**WORK ORDER**
Every line below that holds the string "Extract" should be copied out.
(DATA FOR THE TASK)
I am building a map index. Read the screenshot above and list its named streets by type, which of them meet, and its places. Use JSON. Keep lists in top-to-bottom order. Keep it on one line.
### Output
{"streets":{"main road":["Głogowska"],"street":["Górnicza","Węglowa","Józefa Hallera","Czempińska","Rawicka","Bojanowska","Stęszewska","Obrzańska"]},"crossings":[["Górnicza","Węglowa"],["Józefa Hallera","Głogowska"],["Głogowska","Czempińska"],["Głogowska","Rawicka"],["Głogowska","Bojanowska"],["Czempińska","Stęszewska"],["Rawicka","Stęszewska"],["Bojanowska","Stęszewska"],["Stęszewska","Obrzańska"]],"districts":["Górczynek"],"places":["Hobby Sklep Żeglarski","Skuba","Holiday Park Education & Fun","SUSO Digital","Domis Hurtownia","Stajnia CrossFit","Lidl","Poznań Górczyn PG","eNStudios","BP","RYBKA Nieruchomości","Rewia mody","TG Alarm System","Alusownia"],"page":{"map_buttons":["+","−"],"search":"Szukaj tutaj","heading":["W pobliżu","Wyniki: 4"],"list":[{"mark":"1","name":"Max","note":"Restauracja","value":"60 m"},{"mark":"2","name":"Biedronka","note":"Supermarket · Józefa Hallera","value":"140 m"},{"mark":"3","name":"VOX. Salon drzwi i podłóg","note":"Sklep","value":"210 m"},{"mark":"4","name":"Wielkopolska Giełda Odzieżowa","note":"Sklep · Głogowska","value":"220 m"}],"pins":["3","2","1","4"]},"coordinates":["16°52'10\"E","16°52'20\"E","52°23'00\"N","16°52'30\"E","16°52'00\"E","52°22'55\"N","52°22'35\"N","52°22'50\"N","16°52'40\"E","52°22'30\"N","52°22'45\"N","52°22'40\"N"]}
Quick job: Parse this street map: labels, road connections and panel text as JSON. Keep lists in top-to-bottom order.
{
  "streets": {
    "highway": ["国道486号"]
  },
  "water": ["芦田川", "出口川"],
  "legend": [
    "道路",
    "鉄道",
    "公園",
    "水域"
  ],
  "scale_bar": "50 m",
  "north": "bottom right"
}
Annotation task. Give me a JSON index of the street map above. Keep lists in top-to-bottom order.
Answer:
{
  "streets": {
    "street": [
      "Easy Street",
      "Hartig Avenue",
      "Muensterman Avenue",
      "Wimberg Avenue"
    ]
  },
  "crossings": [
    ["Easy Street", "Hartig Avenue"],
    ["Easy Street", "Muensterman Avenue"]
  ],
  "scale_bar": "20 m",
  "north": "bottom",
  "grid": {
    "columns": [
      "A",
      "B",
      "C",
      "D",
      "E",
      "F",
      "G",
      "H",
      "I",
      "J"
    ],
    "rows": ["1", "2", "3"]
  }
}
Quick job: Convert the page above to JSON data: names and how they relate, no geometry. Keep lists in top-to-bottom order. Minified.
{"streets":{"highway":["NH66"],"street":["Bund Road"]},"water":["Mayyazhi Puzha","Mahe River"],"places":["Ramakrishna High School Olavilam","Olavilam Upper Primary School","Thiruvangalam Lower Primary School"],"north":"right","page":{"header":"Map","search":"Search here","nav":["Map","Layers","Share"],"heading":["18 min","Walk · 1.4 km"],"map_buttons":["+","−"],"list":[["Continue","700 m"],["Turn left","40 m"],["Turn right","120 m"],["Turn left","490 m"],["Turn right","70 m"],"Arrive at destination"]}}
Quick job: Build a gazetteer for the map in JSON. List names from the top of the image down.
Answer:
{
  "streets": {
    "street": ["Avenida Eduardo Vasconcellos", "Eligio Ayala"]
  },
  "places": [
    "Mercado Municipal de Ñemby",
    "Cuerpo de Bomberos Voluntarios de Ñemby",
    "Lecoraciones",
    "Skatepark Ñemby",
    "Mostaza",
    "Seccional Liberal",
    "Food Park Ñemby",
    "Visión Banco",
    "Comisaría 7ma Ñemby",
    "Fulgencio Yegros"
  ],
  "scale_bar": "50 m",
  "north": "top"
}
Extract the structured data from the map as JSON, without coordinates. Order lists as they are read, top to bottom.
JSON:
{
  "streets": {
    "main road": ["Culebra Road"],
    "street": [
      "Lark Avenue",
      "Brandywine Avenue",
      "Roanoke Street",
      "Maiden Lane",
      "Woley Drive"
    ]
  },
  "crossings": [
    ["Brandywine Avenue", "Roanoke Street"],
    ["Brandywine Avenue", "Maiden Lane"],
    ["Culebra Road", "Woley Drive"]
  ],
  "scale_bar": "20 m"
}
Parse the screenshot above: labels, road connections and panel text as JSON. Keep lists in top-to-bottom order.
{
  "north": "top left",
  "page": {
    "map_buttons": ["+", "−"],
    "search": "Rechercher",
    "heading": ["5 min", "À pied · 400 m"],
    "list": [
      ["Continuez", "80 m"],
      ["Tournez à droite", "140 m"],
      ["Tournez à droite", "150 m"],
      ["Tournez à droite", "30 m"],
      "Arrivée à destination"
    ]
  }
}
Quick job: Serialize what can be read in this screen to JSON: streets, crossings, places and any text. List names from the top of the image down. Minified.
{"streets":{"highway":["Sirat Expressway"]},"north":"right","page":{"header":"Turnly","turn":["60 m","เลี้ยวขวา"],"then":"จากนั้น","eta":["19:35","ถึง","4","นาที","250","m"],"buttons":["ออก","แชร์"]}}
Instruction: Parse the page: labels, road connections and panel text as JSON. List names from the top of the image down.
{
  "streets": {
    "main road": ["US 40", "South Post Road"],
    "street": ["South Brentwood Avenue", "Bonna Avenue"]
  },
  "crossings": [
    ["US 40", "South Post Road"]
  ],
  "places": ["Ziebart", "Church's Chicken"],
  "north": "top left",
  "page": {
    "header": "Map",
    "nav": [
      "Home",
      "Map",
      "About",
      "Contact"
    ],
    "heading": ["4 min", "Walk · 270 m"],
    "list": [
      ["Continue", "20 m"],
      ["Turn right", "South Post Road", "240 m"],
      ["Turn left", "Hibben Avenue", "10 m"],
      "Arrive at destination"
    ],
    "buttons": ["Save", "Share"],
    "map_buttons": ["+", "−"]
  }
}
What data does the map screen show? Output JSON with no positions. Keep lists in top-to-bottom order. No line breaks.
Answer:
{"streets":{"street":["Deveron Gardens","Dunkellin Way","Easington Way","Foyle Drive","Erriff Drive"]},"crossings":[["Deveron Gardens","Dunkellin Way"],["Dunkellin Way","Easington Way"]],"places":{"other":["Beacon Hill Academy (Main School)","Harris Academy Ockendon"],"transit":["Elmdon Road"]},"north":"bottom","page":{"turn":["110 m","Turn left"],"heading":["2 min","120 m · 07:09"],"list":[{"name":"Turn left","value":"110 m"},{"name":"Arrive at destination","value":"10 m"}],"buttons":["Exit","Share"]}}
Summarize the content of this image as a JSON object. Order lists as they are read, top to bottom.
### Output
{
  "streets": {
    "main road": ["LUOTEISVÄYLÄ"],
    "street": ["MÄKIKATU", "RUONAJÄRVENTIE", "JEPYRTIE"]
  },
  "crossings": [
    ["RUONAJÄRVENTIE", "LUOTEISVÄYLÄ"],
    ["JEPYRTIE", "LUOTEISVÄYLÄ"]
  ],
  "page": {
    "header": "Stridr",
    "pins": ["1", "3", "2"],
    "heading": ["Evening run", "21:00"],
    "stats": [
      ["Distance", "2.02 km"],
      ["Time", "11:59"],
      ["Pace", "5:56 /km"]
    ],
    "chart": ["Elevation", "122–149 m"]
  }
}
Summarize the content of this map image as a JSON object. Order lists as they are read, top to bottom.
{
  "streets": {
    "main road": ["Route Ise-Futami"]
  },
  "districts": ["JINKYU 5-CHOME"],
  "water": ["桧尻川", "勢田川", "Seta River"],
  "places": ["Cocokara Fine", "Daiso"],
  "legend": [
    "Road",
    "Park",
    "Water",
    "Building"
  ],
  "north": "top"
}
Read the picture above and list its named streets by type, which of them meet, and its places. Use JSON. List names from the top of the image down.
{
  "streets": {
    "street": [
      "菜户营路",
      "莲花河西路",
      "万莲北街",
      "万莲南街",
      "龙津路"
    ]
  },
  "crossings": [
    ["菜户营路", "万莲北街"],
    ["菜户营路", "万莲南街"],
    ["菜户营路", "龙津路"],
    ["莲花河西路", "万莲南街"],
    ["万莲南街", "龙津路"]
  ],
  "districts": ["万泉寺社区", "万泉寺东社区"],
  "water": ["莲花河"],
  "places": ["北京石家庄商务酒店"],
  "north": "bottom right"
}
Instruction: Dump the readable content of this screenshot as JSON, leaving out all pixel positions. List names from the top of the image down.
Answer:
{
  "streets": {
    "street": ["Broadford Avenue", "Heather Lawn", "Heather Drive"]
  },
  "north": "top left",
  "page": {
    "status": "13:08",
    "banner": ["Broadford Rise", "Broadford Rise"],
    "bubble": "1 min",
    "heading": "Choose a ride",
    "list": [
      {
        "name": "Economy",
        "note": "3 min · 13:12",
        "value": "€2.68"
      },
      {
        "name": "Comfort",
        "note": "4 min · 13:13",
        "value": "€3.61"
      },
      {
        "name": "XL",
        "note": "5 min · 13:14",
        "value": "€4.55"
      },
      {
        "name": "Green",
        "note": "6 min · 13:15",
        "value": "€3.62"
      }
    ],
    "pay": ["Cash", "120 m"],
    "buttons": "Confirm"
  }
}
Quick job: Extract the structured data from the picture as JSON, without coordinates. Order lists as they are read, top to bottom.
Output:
(End DATA FOR THE TASK)
**COMPLETED EXERCISE**
Extract the structured data from the map as JSON, without coordinates. Order lists as they are read, top to bottom.
Quick job: Extract the structured data from the picture as JSON, without coordinates. Order lists as they are read, top to bottom.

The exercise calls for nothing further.